→ **YOUR ASSIGNMENT**
Only one stretch of the listing below is wanted. Give it again exactly, from the line with "position:absolute; width:25px; height:25px;" through the line with "display:flex; align-items:center; justify-content:space-between;".

→ **EXTRACTED INFORMATION**
============

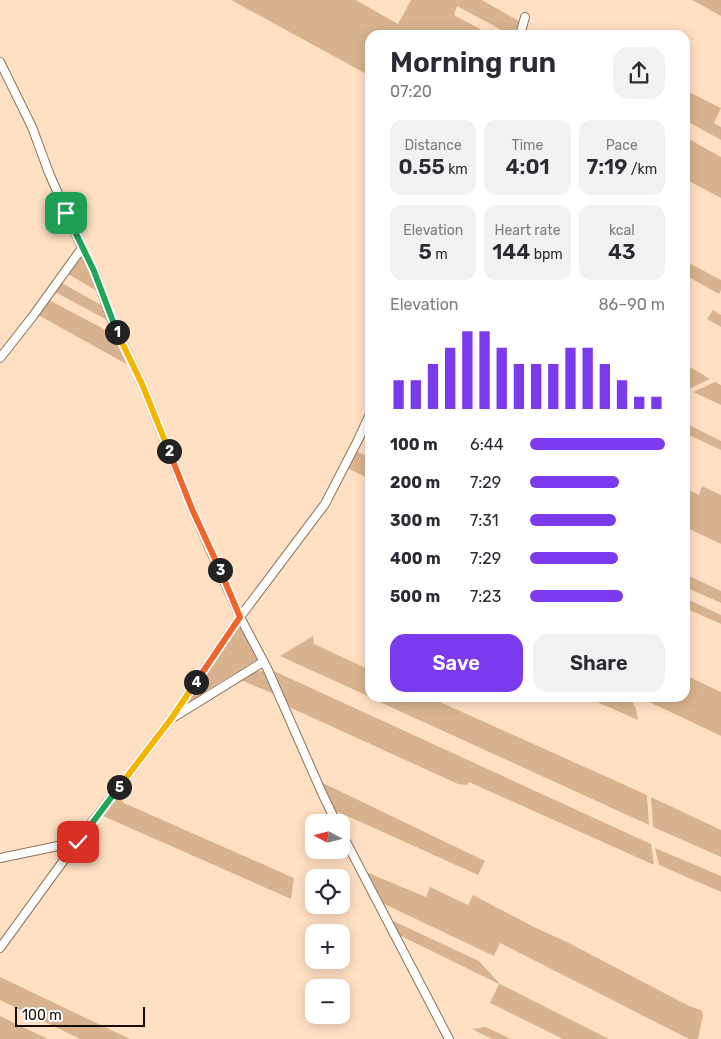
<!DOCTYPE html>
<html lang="en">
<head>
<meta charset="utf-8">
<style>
  :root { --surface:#fff; --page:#f2f2f3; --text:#2b2b33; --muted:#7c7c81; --accent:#7c3aed }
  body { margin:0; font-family:Rubik,sans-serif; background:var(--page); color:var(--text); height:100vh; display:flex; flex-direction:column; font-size:19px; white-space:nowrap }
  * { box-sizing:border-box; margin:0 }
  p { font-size:16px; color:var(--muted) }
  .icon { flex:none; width:28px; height:28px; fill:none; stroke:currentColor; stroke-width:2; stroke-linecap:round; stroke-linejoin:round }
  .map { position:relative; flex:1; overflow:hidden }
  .sheet { position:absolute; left:365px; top:30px; width:325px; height:672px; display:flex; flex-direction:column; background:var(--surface); border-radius:15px; box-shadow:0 2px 12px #0003 }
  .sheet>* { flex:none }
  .needle { width:32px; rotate:277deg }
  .fabs { position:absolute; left:305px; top:814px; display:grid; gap:10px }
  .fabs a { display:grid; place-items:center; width:45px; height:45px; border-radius:10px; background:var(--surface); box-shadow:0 2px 12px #0003; font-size:25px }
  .scale { position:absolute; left:15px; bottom:12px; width:130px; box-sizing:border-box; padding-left:5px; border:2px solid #180d04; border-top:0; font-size:14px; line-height:18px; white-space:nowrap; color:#180d04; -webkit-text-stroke:4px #fff; paint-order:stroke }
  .pin { position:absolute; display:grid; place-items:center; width:42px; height:42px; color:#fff; margin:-21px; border-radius:10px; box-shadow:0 2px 8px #0006 }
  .km { position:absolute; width:25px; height:25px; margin:-12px; border-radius:50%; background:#222; color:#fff; font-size:14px; line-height:25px; text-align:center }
  .round { display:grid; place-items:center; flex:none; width:52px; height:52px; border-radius:15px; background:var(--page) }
  .summary { display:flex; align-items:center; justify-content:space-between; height:85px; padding:0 25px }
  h1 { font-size:28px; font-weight:600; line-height:38px }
  .figures { display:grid; grid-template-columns:repeat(3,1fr); gap:8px; height:85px; padding:5px 25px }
  .figures div { display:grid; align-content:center; border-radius:12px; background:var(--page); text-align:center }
  .figures b { font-size:21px; font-weight:600 }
  .figures small { font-size:14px; font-weight:400 }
  .figures p { font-size:14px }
  .chart { height:140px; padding:10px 25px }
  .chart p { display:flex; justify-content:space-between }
  .chart svg { width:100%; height:90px; margin-top:5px; stroke:var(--accent); stroke-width:6 }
  .action { display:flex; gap:10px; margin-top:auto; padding:10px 25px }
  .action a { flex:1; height:58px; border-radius:15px; background:var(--accent); color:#fff; font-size:20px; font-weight:600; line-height:58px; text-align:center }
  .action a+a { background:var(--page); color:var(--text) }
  ul { padding:0 25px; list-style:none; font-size:16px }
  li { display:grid; grid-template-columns:80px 60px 1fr; align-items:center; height:38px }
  li i { height:12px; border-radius:6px; background:var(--accent) }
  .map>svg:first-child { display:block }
  .green { fill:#d9b38f }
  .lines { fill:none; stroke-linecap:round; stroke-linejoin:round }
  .street-casing { stroke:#8e7358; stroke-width:10 }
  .street { stroke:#fff; stroke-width:8 }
  .split-1-casing { stroke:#fff; stroke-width:10 }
  .split-2-casing { stroke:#fff; stroke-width:10 }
  .split-3-casing { stroke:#fff; stroke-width:10 }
  .split-4-casing { stroke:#fff; stroke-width:10 }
  .split-5-casing { stroke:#fff; stroke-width:10 }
  .split-6-casing { stroke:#fff; stroke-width:10 }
  .split-1 { stroke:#22a559; stroke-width:6 }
  .split-2 { stroke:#f5b400; stroke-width:6 }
  .split-3 { stroke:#f0652b; stroke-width:6 }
  .split-4 { stroke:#f0652b; stroke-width:6 }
  .split-5 { stroke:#f5b400; stroke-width:6 }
  .split-6 { stroke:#22a559; stroke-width:6 }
</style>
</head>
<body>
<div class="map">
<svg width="721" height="1039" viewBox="0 0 721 1039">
  <rect width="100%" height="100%" fill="#ffe0c3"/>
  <g class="green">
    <polygon points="231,0 356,0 398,24 411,0 482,0 519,21 515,35 511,35 457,6 454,15 491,35 370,35 370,76"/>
    <polygon points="692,0 721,0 721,16"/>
    <polygon points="685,90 721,108 714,123 721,127 721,140 685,120"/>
    <polygon points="685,137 721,157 721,198 685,179"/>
    <polygon points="81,258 84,259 86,261 97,291 68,274"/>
    <polygon points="685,261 721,280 721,290 719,294 685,275"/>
    <polygon points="62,283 103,306 109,321 55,292"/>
    <polygon points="49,300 117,336 130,366 38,315"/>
    <polygon points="713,310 721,315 721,327 707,319"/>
    <polygon points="685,364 710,379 689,389 685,387"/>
    <polygon points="715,382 721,385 721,405 693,392"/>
    <polygon points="685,423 721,441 721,450 685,433"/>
    <polygon points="356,451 370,458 370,479 347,468"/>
    <polygon points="702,486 721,495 721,544 685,527 685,488 699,495"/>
    <polygon points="685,574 721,591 721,603 685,587"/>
    <polygon points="685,598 721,615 721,624 685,608"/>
    <polygon points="239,627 243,629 258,656 257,660 204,692 192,702 187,701 236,629"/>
    <polygon points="313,636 314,644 370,670 370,697 280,656"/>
    <polygon points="260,671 265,672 276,695 241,680 255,672"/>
    <polygon points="274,671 651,844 654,865 469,782 467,785 458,784 289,707"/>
    <polygon points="685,675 721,692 721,736 641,698 685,698"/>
    <polygon points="371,698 431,698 647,795 649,825"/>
    <polygon points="588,698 617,698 628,702 631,698 636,709 638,720"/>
    <polygon points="323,783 485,861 478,875 334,810"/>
    <polygon points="118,796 124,803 294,878 291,899 103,816"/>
    <polygon points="651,797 721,830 721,857 653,827"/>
    <polygon points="655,848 721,876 721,892 659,865"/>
    <polygon points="366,872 426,897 430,887 468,905 473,895 536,928 567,942 689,1006 701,1010 703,1015 698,1039 689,1039 500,943 494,956 380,902"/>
    <polygon points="389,919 479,961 500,984 609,1039 563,1039 490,1003 499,984 397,934"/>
    <polygon points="0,977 130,1039 80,1039 0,1000"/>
    <polygon points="0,1016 48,1039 0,1039"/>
    <polygon points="486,1027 511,1039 492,1039 472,1029"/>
  </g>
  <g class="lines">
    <g class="street-casing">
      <g id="street">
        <polyline points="520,35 525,17"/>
        <polyline points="0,62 32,127 49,173 82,248 94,271 113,323 142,384 192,509 240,617 325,504 358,440 370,414"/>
        <polyline points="0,358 33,316 82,248"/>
        <polyline points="174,717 263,662"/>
        <polyline points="341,832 449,1039"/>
        <polyline points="0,858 77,842"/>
        <polyline points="0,948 77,842 171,719 240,617 267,668 322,793 336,822"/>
      </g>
    </g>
    <use href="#street" class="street"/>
  </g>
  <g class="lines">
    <g class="split-1-casing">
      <polyline id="split-1" points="66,213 94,271 117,332"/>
    </g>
    <g class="split-2-casing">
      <polyline id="split-2" points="117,332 142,384 169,451"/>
    </g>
    <g class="split-3-casing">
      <polyline id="split-3" points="169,451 192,509 220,570"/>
    </g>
    <g class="split-4-casing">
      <polyline id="split-4" points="196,682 240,617 220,570"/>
    </g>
    <g class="split-5-casing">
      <polyline id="split-5" points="119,787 171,719 196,682"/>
    </g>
    <g class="split-6-casing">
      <polyline id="split-6" points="78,842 119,787"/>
    </g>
    <use href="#split-1" class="split-1"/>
    <use href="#split-2" class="split-2"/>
    <use href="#split-3" class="split-3"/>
    <use href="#split-4" class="split-4"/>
    <use href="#split-5" class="split-5"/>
    <use href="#split-6" class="split-6"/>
  </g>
</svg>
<div class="fabs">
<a><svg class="needle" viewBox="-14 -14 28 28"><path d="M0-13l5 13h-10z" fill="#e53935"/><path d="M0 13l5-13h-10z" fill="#7c7c81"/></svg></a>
<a><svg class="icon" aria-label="locate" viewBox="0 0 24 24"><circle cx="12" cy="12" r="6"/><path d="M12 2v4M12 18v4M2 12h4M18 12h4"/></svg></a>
<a>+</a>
<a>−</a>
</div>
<div class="scale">100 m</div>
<div class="pin" style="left:66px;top:213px;background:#1e9e55"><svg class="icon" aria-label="arrive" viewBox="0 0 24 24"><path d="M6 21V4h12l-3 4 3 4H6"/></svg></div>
<div class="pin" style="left:78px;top:842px;background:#d93025"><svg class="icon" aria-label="check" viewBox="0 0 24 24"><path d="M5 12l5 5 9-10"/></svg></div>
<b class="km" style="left:117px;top:332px">1</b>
<b class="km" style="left:169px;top:451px">2</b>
<b class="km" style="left:220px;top:570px">3</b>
<b class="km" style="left:196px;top:682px">4</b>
<b class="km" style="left:119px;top:787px">5</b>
<section class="sheet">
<div class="summary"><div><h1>Morning run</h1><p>07:20</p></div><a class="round"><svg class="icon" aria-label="share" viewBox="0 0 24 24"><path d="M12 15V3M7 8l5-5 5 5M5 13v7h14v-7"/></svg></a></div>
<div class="figures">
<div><p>Distance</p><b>0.55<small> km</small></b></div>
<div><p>Time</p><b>4:01</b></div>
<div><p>Pace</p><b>7:19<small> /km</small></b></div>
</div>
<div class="figures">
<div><p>Elevation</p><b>5<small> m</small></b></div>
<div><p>Heart rate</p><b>144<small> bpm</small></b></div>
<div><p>kcal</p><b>43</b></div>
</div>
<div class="chart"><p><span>Elevation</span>86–90 m</p>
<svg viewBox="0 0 160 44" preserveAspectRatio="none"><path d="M5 44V30M15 44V30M25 44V22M35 44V14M45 44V6M55 44V6M65 44V14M75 44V22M85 44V22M95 44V22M105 44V14M115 44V14M125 44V22M135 44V30M145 44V38M155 44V38"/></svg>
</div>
<ul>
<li><b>100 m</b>6:44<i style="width:100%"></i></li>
<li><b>200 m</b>7:29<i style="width:66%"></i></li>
<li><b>300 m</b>7:31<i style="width:64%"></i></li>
<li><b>400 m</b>7:29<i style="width:65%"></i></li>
<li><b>500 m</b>7:23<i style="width:69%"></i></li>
</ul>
<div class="action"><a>Save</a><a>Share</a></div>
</section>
</div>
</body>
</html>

============

→ **SOLUTION TO THIS EXERCISE**
  .km { position:absolute; width:25px; height:25px; margin:-12px; border-radius:50%; background:#222; color:#fff; font-size:14px; line-height:25px; text-align:center }
  .round { display:grid; place-items:center; flex:none; width:52px; height:52px; border-radius:15px; background:var(--page) }
  .summary { display:flex; align-items:center; justify-content:space-between; height:85px; padding:0 25px }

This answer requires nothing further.